=== Section Start ===

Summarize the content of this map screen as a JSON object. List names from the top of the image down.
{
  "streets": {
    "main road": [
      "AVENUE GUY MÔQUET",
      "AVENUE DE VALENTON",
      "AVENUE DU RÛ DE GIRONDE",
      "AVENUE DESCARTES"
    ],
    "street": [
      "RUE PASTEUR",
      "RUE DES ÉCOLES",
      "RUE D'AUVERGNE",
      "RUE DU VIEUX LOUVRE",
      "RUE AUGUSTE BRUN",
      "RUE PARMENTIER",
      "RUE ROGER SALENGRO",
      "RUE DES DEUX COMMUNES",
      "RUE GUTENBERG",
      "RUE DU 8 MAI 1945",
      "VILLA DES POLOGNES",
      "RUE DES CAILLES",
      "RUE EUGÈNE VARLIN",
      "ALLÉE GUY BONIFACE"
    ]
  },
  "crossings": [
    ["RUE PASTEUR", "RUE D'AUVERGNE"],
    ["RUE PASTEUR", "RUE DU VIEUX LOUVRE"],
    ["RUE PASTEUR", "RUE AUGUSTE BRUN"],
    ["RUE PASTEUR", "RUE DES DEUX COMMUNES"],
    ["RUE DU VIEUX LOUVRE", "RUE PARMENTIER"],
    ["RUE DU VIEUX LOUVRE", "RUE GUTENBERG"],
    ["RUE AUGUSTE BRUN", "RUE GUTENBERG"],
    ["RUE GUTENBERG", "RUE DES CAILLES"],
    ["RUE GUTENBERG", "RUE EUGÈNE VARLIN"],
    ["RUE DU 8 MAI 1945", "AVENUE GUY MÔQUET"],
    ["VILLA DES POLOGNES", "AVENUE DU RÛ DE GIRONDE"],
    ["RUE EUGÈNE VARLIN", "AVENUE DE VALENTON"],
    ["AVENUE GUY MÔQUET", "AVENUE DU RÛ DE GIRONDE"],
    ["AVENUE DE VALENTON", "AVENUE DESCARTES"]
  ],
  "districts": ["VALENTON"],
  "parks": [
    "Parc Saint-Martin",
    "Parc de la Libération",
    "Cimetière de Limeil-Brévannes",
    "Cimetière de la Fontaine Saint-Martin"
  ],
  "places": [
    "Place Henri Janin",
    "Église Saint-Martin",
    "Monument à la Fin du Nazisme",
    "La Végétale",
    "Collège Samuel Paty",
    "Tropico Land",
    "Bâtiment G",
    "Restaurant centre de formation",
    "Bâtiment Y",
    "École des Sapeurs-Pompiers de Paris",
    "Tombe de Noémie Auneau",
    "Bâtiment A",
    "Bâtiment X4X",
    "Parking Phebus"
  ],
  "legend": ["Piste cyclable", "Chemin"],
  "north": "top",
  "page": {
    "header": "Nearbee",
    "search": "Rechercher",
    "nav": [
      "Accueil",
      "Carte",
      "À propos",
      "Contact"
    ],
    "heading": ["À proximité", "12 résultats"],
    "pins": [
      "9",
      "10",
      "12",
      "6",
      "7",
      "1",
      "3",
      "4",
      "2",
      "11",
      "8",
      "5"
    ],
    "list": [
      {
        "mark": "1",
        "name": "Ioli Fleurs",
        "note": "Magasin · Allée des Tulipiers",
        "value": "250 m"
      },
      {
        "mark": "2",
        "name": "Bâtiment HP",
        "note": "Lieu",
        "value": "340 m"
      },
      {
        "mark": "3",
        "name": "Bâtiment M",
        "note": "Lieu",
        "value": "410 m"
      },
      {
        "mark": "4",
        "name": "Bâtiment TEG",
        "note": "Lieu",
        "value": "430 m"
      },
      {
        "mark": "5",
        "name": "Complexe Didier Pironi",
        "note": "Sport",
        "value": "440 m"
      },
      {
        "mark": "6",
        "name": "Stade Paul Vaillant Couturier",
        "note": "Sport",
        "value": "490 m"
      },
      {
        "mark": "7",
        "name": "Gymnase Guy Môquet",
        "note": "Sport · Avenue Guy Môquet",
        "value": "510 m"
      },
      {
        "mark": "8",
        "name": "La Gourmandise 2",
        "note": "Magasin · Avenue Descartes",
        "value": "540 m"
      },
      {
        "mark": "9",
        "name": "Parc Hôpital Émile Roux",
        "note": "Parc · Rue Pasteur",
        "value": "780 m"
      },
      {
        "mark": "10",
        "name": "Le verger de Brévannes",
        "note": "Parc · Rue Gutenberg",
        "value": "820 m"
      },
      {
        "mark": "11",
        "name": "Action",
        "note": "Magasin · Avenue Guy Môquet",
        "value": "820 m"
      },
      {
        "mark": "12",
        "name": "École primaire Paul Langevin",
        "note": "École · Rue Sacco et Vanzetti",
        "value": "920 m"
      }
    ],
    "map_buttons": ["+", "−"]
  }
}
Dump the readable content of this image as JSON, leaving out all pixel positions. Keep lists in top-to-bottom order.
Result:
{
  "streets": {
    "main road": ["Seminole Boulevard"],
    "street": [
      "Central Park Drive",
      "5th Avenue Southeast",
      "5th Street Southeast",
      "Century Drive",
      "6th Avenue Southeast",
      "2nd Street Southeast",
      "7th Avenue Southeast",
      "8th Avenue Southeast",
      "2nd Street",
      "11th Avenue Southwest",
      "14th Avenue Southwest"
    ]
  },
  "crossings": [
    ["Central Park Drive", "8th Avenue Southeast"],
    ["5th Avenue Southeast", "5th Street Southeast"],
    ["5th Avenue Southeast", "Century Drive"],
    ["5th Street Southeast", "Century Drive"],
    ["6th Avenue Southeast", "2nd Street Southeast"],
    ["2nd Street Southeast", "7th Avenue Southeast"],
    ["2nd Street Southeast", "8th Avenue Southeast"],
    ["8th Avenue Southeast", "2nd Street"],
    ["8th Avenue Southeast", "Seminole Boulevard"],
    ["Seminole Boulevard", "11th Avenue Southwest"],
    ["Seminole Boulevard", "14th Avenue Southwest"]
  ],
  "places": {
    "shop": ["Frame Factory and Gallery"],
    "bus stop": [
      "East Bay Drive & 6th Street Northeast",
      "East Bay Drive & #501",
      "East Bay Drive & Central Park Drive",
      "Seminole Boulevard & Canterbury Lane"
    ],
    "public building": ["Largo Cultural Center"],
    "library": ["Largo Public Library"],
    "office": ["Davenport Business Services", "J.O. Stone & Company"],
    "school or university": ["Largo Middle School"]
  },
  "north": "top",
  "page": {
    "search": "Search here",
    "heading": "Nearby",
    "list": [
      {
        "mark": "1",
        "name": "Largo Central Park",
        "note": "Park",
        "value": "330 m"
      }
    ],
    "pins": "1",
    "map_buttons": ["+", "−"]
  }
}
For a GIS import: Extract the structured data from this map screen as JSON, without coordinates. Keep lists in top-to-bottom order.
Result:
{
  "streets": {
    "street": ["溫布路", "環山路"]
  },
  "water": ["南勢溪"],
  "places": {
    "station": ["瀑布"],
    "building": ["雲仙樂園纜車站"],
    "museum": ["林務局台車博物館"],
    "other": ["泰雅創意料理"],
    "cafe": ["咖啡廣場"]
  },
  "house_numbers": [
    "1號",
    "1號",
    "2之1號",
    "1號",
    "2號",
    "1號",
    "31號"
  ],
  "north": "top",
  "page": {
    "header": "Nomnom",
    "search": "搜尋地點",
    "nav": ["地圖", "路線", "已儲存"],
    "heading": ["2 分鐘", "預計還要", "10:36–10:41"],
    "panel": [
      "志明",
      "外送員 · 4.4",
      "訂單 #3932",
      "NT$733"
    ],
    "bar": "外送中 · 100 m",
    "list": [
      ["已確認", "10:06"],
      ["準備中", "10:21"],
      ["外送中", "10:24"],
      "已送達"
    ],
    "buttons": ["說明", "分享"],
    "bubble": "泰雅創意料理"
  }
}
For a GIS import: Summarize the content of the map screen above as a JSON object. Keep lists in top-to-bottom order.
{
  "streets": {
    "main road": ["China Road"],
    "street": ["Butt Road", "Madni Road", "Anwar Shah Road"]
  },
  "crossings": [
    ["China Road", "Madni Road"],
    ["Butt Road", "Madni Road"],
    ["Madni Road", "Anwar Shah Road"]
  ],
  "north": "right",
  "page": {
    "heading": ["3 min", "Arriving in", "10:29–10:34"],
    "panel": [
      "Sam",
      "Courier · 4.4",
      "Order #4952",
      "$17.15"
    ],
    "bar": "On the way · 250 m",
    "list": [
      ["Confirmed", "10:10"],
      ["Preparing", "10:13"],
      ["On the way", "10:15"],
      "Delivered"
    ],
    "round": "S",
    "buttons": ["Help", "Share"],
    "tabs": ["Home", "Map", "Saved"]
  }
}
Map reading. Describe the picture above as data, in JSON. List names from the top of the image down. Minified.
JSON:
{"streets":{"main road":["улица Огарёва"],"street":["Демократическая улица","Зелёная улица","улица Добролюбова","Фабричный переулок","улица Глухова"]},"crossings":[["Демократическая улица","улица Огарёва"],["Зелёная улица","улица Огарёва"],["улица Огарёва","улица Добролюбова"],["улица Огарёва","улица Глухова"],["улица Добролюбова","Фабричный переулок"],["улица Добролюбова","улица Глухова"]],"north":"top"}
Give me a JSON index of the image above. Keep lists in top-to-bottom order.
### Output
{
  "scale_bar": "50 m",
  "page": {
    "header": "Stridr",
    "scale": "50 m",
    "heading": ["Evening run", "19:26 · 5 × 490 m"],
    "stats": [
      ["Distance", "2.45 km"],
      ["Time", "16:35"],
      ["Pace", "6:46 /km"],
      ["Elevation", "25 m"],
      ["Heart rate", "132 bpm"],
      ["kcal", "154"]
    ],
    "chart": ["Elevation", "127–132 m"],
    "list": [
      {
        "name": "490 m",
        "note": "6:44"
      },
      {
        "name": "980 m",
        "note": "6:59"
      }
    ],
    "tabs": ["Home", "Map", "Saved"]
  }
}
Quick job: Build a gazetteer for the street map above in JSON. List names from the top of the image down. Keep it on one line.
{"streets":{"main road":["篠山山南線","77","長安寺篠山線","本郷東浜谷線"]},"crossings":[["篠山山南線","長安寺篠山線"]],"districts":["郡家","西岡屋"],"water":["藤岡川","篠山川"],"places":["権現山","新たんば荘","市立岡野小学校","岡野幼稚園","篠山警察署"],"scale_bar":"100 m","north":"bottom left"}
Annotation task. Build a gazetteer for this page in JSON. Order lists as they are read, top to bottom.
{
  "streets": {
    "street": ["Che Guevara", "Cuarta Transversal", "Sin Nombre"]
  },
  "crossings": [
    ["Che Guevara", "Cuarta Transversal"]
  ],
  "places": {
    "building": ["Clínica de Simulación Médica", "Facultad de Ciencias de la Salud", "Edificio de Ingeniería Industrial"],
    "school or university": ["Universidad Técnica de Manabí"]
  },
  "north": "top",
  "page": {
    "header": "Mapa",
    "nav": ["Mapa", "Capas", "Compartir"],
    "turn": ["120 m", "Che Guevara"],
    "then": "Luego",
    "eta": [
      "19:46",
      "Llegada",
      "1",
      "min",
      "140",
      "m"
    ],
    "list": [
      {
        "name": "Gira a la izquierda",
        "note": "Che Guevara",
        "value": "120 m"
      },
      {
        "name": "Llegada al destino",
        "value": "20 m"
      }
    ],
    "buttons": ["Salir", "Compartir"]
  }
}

=== Section End ===

Task to complete »
Above this instruction are the records; retype exactly the lines from the one containing "Dump the readable" up to and including the one containing "For a GIS import: Extract".

Exercise result »
Dump the readable content of this image as JSON, leaving out all pixel positions. Keep lists in top-to-bottom order.
Result:
{
  "streets": {
    "main road": ["Seminole Boulevard"],
    "street": [
      "Central Park Drive",
      "5th Avenue Southeast",
      "5th Street Southeast",
      "Century Drive",
      "6th Avenue Southeast",
      "2nd Street Southeast",
      "7th Avenue Southeast",
      "8th Avenue Southeast",
      "2nd Street",
      "11th Avenue Southwest",
      "14th Avenue Southwest"
    ]
  },
  "crossings": [
    ["Central Park Drive", "8th Avenue Southeast"],
    ["5th Avenue Southeast", "5th Street Southeast"],
    ["5th Avenue Southeast", "Century Drive"],
    ["5th Street Southeast", "Century Drive"],
    ["6th Avenue Southeast", "2nd Street Southeast"],
    ["2nd Street Southeast", "7th Avenue Southeast"],
    ["2nd Street Southeast", "8th Avenue Southeast"],
    ["8th Avenue Southeast", "2nd Street"],
    ["8th Avenue Southeast", "Seminole Boulevard"],
    ["Seminole Boulevard", "11th Avenue Southwest"],
    ["Seminole Boulevard", "14th Avenue Southwest"]
  ],
  "places": {
    "shop": ["Frame Factory and Gallery"],
    "bus stop": [
      "East Bay Drive & 6th Street Northeast",
      "East Bay Drive & #501",
      "East Bay Drive & Central Park Drive",
      "Seminole Boulevard & Canterbury Lane"
    ],
    "public building": ["Largo Cultural Center"],
    "library": ["Largo Public Library"],
    "office": ["Davenport Business Services", "J.O. Stone & Company"],
    "school or university": ["Largo Middle School"]
  },
  "north": "top",
  "page": {
    "search": "Search here",
    "heading": "Nearby",
    "list": [
      {
        "mark": "1",
        "name": "Largo Central Park",
        "note": "Park",
        "value": "330 m"
      }
    ],
    "pins": "1",
    "map_buttons": ["+", "−"]
  }
}
For a GIS import: Extract the structured data from this map screen as JSON, without coordinates. Keep lists in top-to-bottom order.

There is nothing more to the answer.